12,000 articles in a Radiant site?

I’ve been enlisted to take a 12,000+ article site (static .html
pages!) with 500k unique visitors a month and convert it to a dynamic
site where the owner of the site can more readily flow advertising,
among other things alongside the content.

The HTML (not XHTML) is mostly all old bad stuff, the clean-up and
conversion of which is a separate task and discussion entirely.

My question for the other members of the core team and the community
at large is:

  1. Am I crazy to be considering Radiant as the starting point for
    this project? I know I will need to section-up and somewhat re-invent
    the admin page tree, at minimum, but despite the size and popularity
    of the site, there are not a lot of unique CMS features needed.

It’s definitely an option to go custom from ground-up and their may
be just enough in their budget to accommodate the custom route,
however because of the unique situation of this client (the site is
soon to be sold) time is of the essence and for this reason starting
with Radiant could be a valuable jump start.

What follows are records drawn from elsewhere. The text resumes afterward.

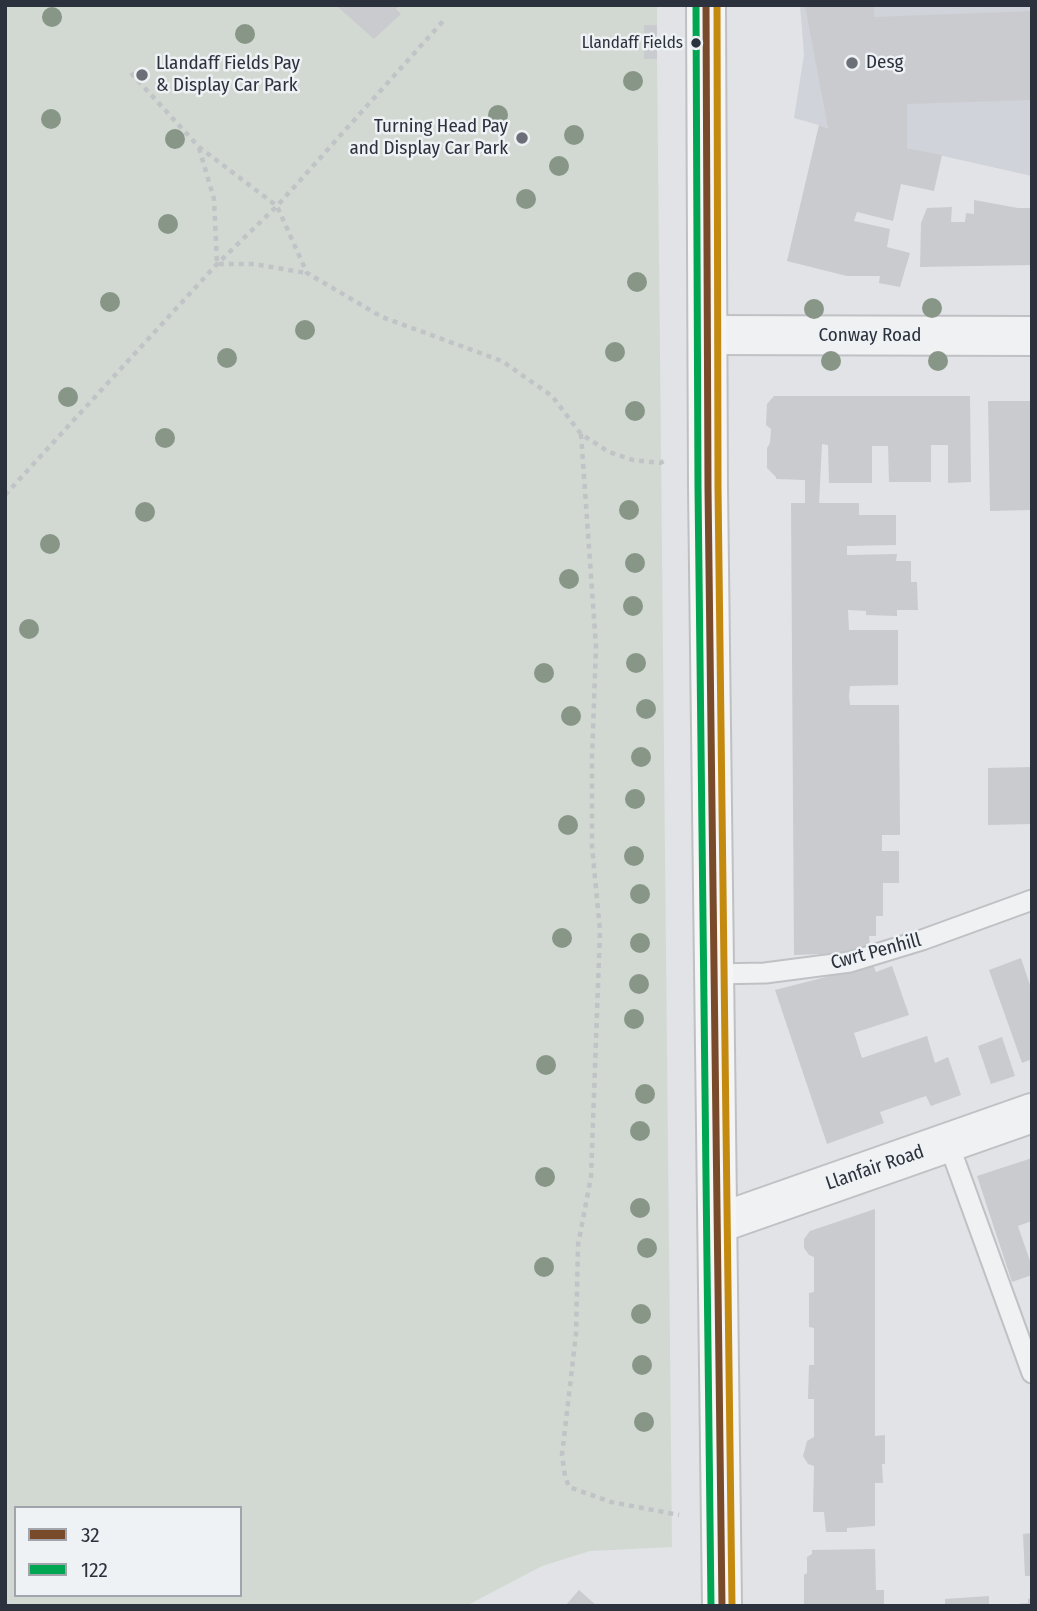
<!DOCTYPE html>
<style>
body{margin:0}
#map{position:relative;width:1037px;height:1611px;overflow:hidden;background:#e1e3e6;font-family:"Fira Sans Condensed",sans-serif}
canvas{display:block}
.frame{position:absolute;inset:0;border:7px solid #2b313d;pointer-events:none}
.legend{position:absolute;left:14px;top:1506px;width:228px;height:91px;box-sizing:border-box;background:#eff2f5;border:2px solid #a1a5ab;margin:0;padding:9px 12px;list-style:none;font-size:21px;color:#2b313d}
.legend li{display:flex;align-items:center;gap:14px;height:35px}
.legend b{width:35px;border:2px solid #a1a5ab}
</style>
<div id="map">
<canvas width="1037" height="1611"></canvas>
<div class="frame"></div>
<ul class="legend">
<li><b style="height:9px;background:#7a4b2a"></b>32</li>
<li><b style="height:9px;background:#00a651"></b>122</li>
</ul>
</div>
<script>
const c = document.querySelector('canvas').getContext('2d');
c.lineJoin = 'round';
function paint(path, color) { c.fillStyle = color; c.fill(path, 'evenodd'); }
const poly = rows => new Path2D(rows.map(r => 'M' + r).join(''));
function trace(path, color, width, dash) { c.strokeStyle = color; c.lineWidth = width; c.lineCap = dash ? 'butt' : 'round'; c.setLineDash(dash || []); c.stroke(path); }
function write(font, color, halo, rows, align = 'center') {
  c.font = font + ' "Fira Sans Condensed",sans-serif'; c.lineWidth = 5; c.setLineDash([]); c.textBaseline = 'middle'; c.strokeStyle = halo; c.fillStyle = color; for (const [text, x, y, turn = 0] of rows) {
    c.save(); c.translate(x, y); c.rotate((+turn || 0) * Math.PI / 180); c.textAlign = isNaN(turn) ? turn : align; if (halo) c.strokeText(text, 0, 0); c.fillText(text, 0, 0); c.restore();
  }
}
const built = poly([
 [800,5,1032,5,1032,176,872,140,794,118,804,55]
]);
const green = poly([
 [5,5,657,5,657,25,644,25,645,59,657,59,672,1547,590,1551,542,1566,466,1606,5,1606],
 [16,1508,240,1508,240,1595,16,1595]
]);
const building = poly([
 [340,5,400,5,396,9,401,14,374,39,338,7],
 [805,5,874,5,874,17,1032,11,1032,100,907,104,907,148,942,155,934,191,901,184,893,221,857,212,854,221,890,229,887,247,910,253,900,287,879,283,880,276,847,276,787,261,819,125,828,128],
 [644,25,657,25,657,59,644,59],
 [974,200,1018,208,1032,208,1032,265,920,267,921,223,927,208,952,207,951,222,965,222,966,213,974,214],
 [774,396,970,396,971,482,948,483,948,445,931,445,931,482,889,482,888,446,872,446,872,483,829,483,828,445,822,444,819,503,859,503,859,515,896,515,896,545,847,546,847,555,897,554,896,561,911,561,911,582,917,582,918,610,897,610,897,616,866,615,866,611,848,610,849,630,898,630,898,685,850,686,849,696,850,705,899,705,900,835,882,835,882,851,899,851,899,883,883,883,883,916,876,916,876,936,869,936,870,947,849,953,794,955,791,503,805,503,805,480,776,479,776,477,767,468,767,448,770,443,771,429,766,425,767,404],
 [988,401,1032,401,1032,510,990,511],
 [1032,767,1032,824,988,825,988,768],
 [1021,958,1030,985,1032,984,1032,1059,1022,1063,989,970],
 [873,965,876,972,892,966,909,1015,854,1033,862,1058,927,1036,935,1063,948,1057,961,1095,931,1106,926,1096,880,1112,884,1123,827,1144,775,990],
 [1002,1037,1015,1076,991,1084,978,1046],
 [1032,1158,1032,1221,1018,1226,1032,1267,1032,1275,1012,1282,977,1176],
 [875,1209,875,1436,885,1435,885,1464,882,1464,883,1483,875,1483,875,1526,847,1528,847,1532,826,1532,824,1512,813,1512,814,1466,808,1464,803,1456,807,1441,814,1437,814,1399,808,1399,809,1365,814,1365,814,1328,809,1327,809,1293,814,1292,814,1257,809,1255,804,1248,804,1239,810,1231],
 [1032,1533,1032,1576,1025,1576,1023,1534],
 [875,1549,876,1590,884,1590,884,1606,804,1606,804,1575,807,1573,807,1557,812,1554,812,1550],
 [579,1590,597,1606,565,1606],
 [989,1596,989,1606,945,1606,945,1599],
 [1032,1598,1032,1606,1017,1606,1017,1604,1028,1603,1028,1599]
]);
const path = poly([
 [131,73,199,147,277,206,307,273,382,317,502,361,552,396,581,434,609,452,633,460,660,463,668,459],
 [199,148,214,199,217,264,254,264,306,273],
 [581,434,596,647,592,757,592,846,600,931,591,1177,578,1245,576,1334,562,1455,565,1476,569,1487,611,1502,679,1515],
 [5,495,217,264,277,206,445,19]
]);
const service = poly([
 [714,974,765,973,850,962,922,940,1032,900],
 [948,1142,1032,1373]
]);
const minor = poly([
 [708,335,1032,336],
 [719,1223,1032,1113]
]);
const primary = poly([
 [706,5,708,488,722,1606]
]);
const bus1 = poly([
 [706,5,708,488,722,1606]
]);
const bus2 = poly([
 [696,5,698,488,711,1606]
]);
const bus3 = poly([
 [717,5,718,488,732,1606]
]);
const trees = [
 [52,17],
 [245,34],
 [633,81],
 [498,115],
 [51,119],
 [574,135],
 [175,139],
 [559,166],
 [526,199],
 [168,224],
 [637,282],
 [110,302],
 [932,308],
 [814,309],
 [305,330],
 [615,352],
 [227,358],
 [831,361],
 [938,361],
 [68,397],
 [635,411],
 [165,438],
 [629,510],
 [145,512],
 [50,544],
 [635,563],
 [569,579],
 [633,606],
 [29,629],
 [636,663],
 [544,673],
 [646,709],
 [571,716],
 [641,757],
 [635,799],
 [568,825],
 [634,856],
 [640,894],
 [562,938],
 [640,943],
 [639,984],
 [634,1019],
 [546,1065],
 [645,1094],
 [640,1131],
 [545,1177],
 [640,1208],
 [647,1248],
 [544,1267],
 [641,1314],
 [642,1365],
 [644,1422]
];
const markers = [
 [696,43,6,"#2b313d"],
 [852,63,7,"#6b6f78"],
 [142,75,7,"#6b6f78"],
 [522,138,7,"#6b6f78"]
];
const busNames = [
 ["Llandaff Fields",683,43]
];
const poiNames = [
 ["Desg",866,63],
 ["Llandaff Fields Pay",156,64],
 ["& Display Car Park",156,86],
 ["Turning Head Pay",508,127,"right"],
 ["and Display Car Park",508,149,"right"]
];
const streetNames = [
 ["Conway Road",870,336],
 ["Cwrt Penhill",876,952,-15],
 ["Llanfair Road",875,1168,-19]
];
paint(built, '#d0d3d9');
paint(green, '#d2d9d2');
paint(building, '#cacbce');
trace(service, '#c0c1c4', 23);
trace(minor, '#c0c1c4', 42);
trace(primary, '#bec0c3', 42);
trace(path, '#c1c4c6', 4.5, [5, 5]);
trace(service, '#f0f1f3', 19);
trace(minor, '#f0f1f3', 38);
trace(primary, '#f5f5f6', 38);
trace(bus1, '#7a4b2a', 7);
trace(bus2, '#00a651', 7);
trace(bus3, '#c4890f', 7);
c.fillStyle = '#889687';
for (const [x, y] of trees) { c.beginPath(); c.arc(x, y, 10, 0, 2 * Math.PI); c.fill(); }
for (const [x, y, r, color] of markers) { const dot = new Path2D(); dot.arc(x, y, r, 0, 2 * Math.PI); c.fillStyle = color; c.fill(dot); trace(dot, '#eff2f5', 2.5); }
write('17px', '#2b313d', '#eff2f5', busNames, 'right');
write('19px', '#2b313d', '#eff2f5', poiNames, 'left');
write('19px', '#2b313d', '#eff2f5', streetNames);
</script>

The questions in my mind now are about caching and the core
performance of Radiant under what could be significant load. I don’t
have peak number of pages served per second or minute right now, but
will have those numbers shortly.

  1. Is there any precedence for such a thing. I seem to remember a
    discussion a while back about relative site size and thought I
    remembered seeing that someone is managing a 1-2k page site in it
    currently.

12K articles, that’s a mini wikipedia!

Just one though.

It depends on your requirements, but you don't need to go fully

“dynamic”. I mean, you can do everything in Radiant (adjusting the
admin UI
as you said) and then generate all the pages and store them to be served
statically. That is, something like making the current Radiant cache
usable
by the web server directly. When something is updated, regenerate the
static content. May be all of it, or wisely only the modified parts, if
possible.

 I have been thinking on doing this with some Radiant projects i'm

working on. It allows to “use” Radiant in cheap-with-no-rails shared
hosting for example. It’s probable that in the following weeks i
develop a
Radiant extension for this purpose.

A good friend has developed a high traffic site, updated daily, 

using
this technique (not in Radiant) and the customer was very satisfied with
the
result. So it’s possible to do it.

/AITOR

So, this doesn’t sound like a rewrite of Radiant yet, hence maybe I
get something worthwhile by using Radiant as the starting point.

Are there any changes to caching that we could consider for core
which would also help make sense at this scale?

I think that the caching is about as good as it’s going to get, and
without hard numbers I’d suggest that handing the caching over
to apache probably isn’t worth the effort.

Are there any changes to the Admin page interface “”?

If your pages already have a natural heirachy that keeps the number of
children of a specific page fairly low (I’d say up to about
20-30 should be fine), then I don’t think you’ll have a problem.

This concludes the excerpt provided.